Analysts Rate a Consensus “Buy” on CIBC’s (CM:TSX) stock

Analyst Ratings Coverage

Morningstar maintains a positive outlook on Canadian Imperial Bank of Commerce (CIBC) with a “Buy” recommendation and a price target of CAD 65.

RBC (Royal Bank of Canada) adopts a neutral stance, suggesting “Sector Perform,” but revises the target price down to CAD 63. Scotia Capital also maintains a “Sector Perform” rating for CIBC with a price target of CAD 57.

BMO Capital Markets expresses optimism, giving an “Outperform” rating and an increased target price of CAD 67. Desjardins Securities, on the other hand, recommends a more conservative approach with a “Hold” recommendation and a lowered target price of CAD 55.

Scotia Capital maintains a “Sector Perform” rating for Canadian Imperial Bank of Commerce (CIBC) with a target price of CAD 57.

RBC also upholds a “Sector Perform” stance for CIBC but has revised the target price down to CAD 63.

CM:CA Ratings by Stock Target Advisor

CIBC Stock Analysis

The Canadian Imperial Bank Of Commerce (CIBC) is currently under the scrutiny of 14 analysts, whose collective forecast indicates an average target price of CAD 61.58 over the next 12 months. This consensus aligns with an overall “Buy” rating among analysts, suggesting a positive sentiment regarding the future performance of CIBC’s stock.

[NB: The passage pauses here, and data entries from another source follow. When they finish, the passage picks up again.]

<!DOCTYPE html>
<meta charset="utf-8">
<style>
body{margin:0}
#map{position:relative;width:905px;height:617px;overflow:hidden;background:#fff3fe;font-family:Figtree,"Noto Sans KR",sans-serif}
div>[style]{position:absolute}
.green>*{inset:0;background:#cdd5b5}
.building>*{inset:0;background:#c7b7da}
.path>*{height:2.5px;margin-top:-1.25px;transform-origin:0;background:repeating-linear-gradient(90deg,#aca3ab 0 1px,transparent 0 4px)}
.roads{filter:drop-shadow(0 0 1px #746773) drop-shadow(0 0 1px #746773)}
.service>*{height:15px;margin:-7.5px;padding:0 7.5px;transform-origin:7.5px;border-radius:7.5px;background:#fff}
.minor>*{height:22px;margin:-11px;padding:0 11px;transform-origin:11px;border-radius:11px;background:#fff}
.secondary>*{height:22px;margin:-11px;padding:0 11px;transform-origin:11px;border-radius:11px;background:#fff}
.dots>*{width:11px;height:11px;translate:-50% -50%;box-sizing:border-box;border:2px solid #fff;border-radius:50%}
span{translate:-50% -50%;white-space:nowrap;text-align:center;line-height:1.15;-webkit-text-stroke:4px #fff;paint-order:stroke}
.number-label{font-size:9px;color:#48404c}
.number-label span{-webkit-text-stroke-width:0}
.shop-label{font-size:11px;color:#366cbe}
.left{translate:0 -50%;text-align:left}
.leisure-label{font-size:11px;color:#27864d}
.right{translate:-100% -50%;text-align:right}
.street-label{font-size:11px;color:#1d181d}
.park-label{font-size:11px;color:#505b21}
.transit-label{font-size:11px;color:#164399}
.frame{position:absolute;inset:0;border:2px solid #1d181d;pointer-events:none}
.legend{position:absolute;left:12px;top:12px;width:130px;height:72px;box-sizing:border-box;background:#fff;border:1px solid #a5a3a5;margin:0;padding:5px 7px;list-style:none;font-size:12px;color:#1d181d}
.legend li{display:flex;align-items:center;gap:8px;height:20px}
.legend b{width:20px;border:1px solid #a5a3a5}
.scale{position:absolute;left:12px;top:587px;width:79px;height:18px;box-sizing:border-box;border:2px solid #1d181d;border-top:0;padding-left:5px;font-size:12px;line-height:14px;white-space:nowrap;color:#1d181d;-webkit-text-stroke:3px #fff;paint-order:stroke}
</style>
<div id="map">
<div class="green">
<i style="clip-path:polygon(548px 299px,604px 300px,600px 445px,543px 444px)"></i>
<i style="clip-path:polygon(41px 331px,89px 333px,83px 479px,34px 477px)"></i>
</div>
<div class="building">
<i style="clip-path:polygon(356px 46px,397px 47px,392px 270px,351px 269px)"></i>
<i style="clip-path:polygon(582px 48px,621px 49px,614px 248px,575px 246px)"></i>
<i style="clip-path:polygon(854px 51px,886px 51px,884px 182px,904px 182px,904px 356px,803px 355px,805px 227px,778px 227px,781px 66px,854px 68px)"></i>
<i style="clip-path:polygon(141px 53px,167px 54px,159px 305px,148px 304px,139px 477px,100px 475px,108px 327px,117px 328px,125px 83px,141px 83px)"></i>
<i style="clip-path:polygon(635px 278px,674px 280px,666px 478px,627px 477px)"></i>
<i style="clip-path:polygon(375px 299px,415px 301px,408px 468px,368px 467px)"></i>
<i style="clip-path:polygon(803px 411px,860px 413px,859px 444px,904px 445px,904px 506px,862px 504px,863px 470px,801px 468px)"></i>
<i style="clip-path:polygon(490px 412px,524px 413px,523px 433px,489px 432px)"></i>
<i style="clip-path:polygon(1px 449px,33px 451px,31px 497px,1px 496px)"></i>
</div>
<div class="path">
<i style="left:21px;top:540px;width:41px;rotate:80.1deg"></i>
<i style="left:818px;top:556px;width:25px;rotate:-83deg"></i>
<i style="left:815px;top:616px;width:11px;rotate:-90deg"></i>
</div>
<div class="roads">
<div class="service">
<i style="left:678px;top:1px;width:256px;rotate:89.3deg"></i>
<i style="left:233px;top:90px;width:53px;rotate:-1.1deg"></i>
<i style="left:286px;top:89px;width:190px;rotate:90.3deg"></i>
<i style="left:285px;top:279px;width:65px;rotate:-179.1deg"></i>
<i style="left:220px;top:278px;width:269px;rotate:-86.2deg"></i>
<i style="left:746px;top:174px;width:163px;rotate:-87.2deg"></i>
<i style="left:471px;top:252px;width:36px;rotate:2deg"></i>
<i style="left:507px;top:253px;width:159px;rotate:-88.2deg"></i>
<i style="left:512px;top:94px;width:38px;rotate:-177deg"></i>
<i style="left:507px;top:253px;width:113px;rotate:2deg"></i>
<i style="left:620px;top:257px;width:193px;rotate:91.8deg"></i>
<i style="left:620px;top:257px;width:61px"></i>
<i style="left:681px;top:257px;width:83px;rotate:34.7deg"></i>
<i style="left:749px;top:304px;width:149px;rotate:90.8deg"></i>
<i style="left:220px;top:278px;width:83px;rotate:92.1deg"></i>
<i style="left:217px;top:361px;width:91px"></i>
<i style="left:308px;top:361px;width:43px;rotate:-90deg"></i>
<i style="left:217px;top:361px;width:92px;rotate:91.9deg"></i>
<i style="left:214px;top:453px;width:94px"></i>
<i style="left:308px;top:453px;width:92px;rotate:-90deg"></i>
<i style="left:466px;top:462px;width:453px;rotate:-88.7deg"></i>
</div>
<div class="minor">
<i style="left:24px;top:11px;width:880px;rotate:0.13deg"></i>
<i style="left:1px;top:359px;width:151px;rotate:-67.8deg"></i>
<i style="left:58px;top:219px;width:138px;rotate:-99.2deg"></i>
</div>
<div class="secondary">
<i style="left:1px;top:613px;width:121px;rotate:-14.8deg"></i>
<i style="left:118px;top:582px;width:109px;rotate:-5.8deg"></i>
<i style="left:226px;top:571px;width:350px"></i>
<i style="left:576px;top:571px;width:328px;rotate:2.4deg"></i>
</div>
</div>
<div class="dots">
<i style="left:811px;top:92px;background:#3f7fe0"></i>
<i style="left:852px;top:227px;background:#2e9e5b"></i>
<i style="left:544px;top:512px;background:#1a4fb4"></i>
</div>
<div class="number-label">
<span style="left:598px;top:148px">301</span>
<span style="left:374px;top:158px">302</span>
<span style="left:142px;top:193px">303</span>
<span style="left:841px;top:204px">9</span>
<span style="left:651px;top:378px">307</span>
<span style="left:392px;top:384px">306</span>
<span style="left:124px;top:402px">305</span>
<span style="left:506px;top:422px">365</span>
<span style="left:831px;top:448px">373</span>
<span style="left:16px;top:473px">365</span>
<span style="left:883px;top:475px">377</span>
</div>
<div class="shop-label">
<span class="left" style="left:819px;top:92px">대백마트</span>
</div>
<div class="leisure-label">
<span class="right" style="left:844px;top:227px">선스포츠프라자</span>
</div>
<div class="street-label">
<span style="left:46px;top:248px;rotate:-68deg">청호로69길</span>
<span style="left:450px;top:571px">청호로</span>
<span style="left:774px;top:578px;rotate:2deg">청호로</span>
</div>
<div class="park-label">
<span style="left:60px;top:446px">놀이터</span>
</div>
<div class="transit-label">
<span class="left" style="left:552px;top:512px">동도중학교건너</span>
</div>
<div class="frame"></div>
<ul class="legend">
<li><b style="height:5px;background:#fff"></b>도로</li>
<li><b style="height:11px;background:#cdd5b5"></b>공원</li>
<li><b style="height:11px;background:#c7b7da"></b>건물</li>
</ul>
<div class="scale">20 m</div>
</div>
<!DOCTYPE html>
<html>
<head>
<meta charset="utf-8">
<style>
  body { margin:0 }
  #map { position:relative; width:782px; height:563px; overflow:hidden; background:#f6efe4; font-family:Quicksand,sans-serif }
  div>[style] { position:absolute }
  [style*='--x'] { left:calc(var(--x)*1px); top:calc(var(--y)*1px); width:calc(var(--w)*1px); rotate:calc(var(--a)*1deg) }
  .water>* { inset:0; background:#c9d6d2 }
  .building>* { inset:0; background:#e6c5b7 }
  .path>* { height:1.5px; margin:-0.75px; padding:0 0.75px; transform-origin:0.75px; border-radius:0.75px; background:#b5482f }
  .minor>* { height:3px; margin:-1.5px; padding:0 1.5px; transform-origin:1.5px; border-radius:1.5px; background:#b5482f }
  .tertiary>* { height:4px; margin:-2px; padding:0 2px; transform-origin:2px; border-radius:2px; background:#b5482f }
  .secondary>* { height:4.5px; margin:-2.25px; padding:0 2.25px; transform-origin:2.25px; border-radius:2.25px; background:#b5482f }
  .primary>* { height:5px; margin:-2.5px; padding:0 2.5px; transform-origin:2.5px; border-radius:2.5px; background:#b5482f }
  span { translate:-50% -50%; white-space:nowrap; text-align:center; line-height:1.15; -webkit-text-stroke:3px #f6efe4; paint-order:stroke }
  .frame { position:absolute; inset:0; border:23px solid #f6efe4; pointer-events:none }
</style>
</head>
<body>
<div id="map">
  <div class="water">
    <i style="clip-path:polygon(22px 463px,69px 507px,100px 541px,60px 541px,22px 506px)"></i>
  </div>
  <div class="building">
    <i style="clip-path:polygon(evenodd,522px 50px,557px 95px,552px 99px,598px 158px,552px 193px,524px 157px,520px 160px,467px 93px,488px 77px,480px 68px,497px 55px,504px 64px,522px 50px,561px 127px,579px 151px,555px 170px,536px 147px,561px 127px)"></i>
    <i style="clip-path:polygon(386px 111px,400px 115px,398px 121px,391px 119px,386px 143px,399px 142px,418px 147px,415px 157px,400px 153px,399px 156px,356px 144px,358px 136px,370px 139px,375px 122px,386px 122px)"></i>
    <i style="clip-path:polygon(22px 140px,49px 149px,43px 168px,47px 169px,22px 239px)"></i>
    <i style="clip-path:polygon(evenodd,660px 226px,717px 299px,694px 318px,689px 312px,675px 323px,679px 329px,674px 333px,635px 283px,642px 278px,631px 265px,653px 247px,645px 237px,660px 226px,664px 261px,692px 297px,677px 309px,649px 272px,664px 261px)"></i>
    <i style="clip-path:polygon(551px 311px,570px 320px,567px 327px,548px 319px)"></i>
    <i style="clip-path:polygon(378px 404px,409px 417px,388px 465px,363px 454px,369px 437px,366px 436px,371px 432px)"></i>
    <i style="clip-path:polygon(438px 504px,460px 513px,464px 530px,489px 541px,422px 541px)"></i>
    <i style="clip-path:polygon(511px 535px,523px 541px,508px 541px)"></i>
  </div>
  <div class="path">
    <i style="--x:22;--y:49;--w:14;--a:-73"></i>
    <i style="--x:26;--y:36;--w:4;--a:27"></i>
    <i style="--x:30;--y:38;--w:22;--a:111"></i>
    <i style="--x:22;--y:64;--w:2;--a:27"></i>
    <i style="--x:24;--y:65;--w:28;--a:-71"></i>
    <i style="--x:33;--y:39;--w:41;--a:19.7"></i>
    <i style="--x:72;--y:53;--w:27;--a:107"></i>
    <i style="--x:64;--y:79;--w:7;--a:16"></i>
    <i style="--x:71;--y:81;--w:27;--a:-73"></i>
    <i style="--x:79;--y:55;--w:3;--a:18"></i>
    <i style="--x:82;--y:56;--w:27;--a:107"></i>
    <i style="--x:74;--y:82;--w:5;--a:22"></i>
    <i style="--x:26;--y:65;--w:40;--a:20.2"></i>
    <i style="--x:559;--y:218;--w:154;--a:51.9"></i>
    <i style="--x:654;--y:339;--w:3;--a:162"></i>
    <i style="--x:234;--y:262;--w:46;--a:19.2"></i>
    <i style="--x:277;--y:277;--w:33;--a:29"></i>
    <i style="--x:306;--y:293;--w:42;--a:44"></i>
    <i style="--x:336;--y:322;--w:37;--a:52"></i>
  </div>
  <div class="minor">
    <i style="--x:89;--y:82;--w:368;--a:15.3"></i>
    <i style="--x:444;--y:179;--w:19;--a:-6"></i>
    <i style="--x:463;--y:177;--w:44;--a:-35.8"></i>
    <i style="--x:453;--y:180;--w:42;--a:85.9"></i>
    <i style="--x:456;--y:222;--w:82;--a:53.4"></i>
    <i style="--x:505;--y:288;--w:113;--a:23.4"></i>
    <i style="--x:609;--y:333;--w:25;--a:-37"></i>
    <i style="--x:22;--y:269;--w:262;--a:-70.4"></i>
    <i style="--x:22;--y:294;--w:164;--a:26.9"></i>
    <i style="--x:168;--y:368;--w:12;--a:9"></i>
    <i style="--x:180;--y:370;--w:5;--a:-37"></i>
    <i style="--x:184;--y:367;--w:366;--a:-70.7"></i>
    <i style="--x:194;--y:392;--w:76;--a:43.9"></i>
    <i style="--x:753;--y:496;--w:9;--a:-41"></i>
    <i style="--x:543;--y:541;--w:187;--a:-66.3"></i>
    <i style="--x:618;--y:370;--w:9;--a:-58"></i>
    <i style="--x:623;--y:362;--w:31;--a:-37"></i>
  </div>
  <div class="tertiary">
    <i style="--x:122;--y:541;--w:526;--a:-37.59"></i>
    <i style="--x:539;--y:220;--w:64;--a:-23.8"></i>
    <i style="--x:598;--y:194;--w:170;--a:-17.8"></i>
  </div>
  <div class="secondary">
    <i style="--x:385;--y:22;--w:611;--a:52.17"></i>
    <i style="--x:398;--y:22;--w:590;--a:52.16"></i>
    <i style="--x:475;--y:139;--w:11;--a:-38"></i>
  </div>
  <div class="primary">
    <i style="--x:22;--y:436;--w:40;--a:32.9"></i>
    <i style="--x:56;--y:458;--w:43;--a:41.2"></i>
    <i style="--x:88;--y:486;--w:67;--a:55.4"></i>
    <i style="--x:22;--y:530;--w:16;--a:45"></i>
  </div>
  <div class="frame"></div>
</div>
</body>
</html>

Despite this general optimism, Stock Target Advisor’s independent analysis paints a slightly bearish picture. Their assessment takes into account 5 positive signals but is counterbalanced by 8 negative signals, indicating a level of caution or uncertainty about the stock’s trajectory.

Examining the recent performance, as of the last closing, the stock was valued at CAD 56.10. Noteworthy is the positive trend observed in the short term, with a gain of +4.57% over the past week and a substantial increase of +15.01% over the past month. However, over a more extended period, the stock has experienced a decline of -13.41% over the last year, signaling some challenges and market fluctuations during that timeframe.

CIBC Fundamental Analysis

Positive Aspects:

  1. Low Debt: The company exhibits low leverage compared to its peers, positioning it in the top quartile. This suggests greater financial flexibility, though caution is advised to ensure that the low debt is not due to a lack of growth potential.
  2. Underpriced Compared to Book Value: The stock is trading at a lower valuation in terms of price to book value compared to its peers, placing it in the top quartile. However, further examination of the company’s financial performance is recommended to identify any specific reasons for this underpricing.
  3. Positive Cash Flow: The company has demonstrated positive total cash flow over the most recent four quarters, indicating a healthy financial position.
  4. Superior Capital Utilization: Management has delivered a better return on invested capital in the most recent four quarters compared to its peers, positioning the company in the top quartile.
  5. Superior Total Returns: The stock has outperformed its sector peers in terms of average annual total returns over the past five years, placing it in the top quartile for a hold period of at least 12 months.

Negative Aspects:

  1. Poor Return on Assets: The company has delivered a return on assets below the median compared to its peers in the most recent four quarters.
  2. Overpriced Compared to Earnings: The stock is trading at a higher valuation in terms of price to earnings compared to its peers and is above the sector median.
  3. High Volatility: Total returns for the company are volatile and above the median for its sector over the past five years. Investors are advised to assess their risk tolerance before investing in such a stock.
  4. Low Market Capitalization: The company has a below-median market capitalization within its sector, potentially making it less stable in the long run unless it possesses unique technology or market positioning.
  5. Overpriced on Cash Flow Basis: The stock is trading at a higher valuation in terms of price to cash flow compared to its peers, being priced above the median for its sector. Caution is recommended for potential buyers.
  6. Poor Return on Equity: The company’s return on equity has been below the median compared to its peers in the most recent four quarters.
  7. Low Dividend Growth: The stock has demonstrated below-median dividend growth in the previous five years compared to its sector.
  8. Low Earnings Growth: The company has shown below-median earnings growth in the previous five years compared to its sector.